Tragedy abounds in the piece – not least that of divided loyalties, like those faced by the upwardly mobile character played by Alan Cox (above, far left) who works for the British as translator, and forms a friendship with a Lieutenant in the Engineers (Chandler Williams, also pictured, in uniform). He silently bridles – among his many trials – at having his Irish name, Owen, constantly malformed as “Rowan” by the Brits.
Indeed much of the situation’s cultural confusion is played for laughs – poignant though many of them are – not least when the Lieutenant falls, partly through being enchanted by the Irish language itself (in the poetry of those redolent place-names) for the restless village girl Maire, played by an exquisitely torn Susan Lynch. One running, and telling, joke is that while the superior Army officer cannot understand a word of Irish, the Irish peasants are pretty adept in both Latin and Greek.
The informal but intense education offered then by so-called “hedge schools” throughout Ireland (later to be replaced by institutional “national schools”, predictably employing English as their teaching medium) is a central plank to the play’s structure – classes are the characters’ recurring meeting ground, in the schoolmaster’s peat-floored barn (part of the cannily versatile staging, from designer Francis O’Connor).
After his tryst with Maire, the Lieutenant goes missing, and foul play is suspected, maybe involving the absent but sinister-sounding Donnelly brothers (I speculate they may be Ribbonmen, precursors at the time of the Fenian Brotherhood, precursors in their turn of the IRA). And this ominous development provokes both personal agonies and much imminent community terror.
In a climactic address to the audience, the schoolmaster invokes the inevitable destruction of an ancient homeland. It’s Carthage, destroyed despite being loved by the sympathetic goddess Juno, and the foretelling comes from Publius Vergilius Maro’s The Aeneid … delivered of course in Latin, pointedly enough the language of Carthage’s Roman destroyers.
Director Garry Hynes developed this deep and exhilarating take of hers in Princeton, at the McCarter Theater Center. During a colloquium there I asked Stephen Rea, who visited for the occasion, if he could ever see the piece, which has traveled the world in the past 27 years, being staged in Baghdad - amid another military occupation characterized by cross-cultural incomprehension. Rea replied in understated tones: “It could have some relevance in Iraq”.

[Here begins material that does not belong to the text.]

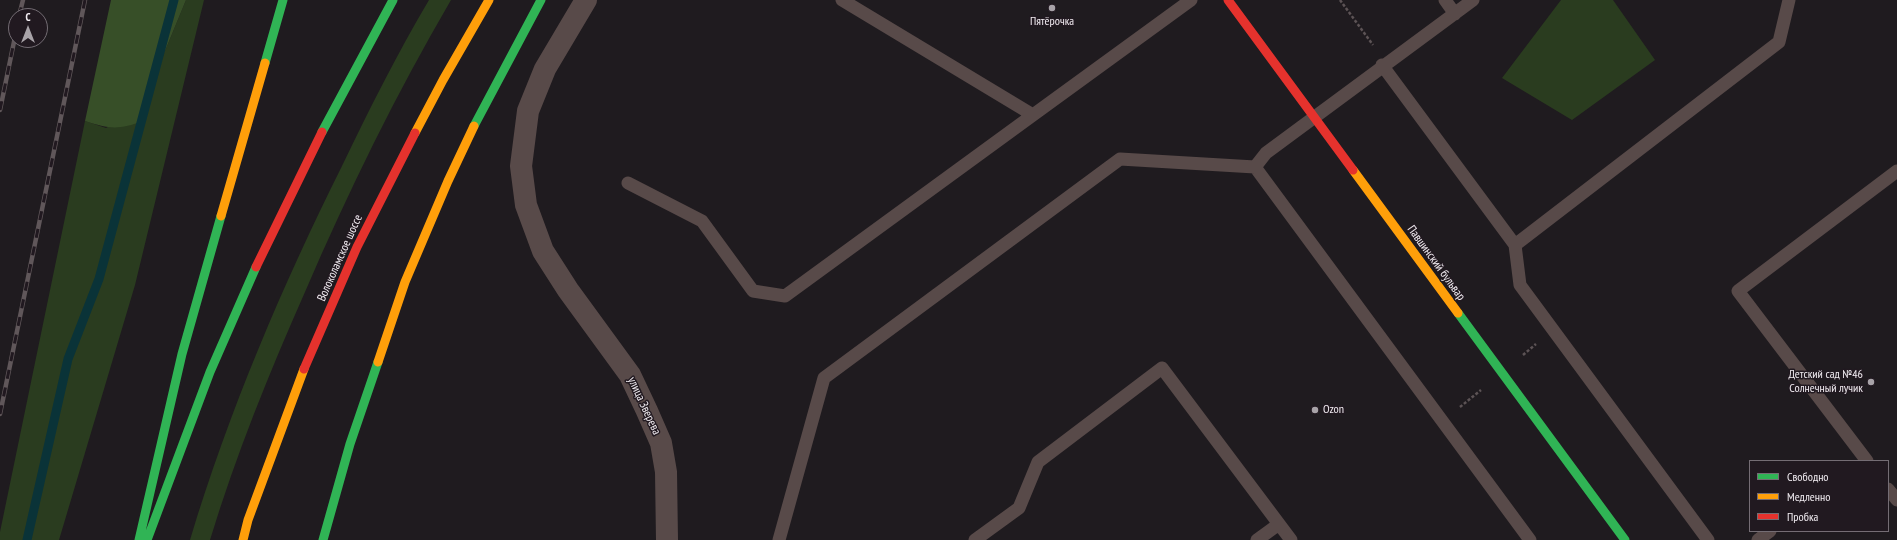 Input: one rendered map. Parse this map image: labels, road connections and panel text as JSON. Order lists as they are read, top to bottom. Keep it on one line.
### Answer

UNDENIABLY THE DANGERS OF TRANSLATING ARE A FACT OF IRAQI LIFE. Listed still missing is Ahmed Qusai al-Taie (pictured above right, with his wife Israa) the Iraqi-American army specialist from Ann Arbor, Michigan who - during a duty-tour as a translator - broke military rules last October and left barracks to visit his in-laws’ home, only to be kidnapped.
He’s reportedly been held by the extremist Shiite cleric Moktada al-Sadr’s Mahdi Army, but more likely was taken by a death-squad off-shoot from that militia that’s led by the shadowier Abu Deraa (a nom-de-guerre meaning “Shield” – his real name is a matter of media conjecture). Whether the translator is still alive must now be doubtful, following ransom demands delivered to his uncle, a reward for information offered by the US military, and Army searches of Sadr City for his likely whereabouts – searching that was thwarted by Iraqi government intervention.
We should remember, too, the name of Alan Enwiyah, translator for someone whose name we probably will long remember -- Jill Carroll, the freelance correspondent with the Christian Science Monitor, who was kidnapped by jihadists and held hostage for nearly three months. Enwiyah was shot and left dead in the street when the kidnappers seized Carroll. He’s one of a casualty list that remains hard to enumerate, since these vital linguistic and societal go-betweens are spread widely among the coalition military, the media, aid groups and representatives of foreign businesses.
You might expect the military, though maybe this is overoptimistic, to look after their interpreters better than other institutions. But Iraqi “terps”, as soldiers’ slang has christened them, are having a hard time of it. Many are actually hired by subcontractors to the Pentagon, like the Titan Corporation of San Diego, which is being paid $4.6 billion for a five-year supply of linguistic services to US forces. The corporation estimates that 257 terps have been killed since the war began in 2003.
The injured are harder to count. They include 20 year-old Ali Adil, who has translated for the British forces in the southern Basra region, and then for US Marines in the especially dangerous “Sunni Triangle” in the north – until, that is, a suicide truck-bomber blew up the building his Marine unit was guarding.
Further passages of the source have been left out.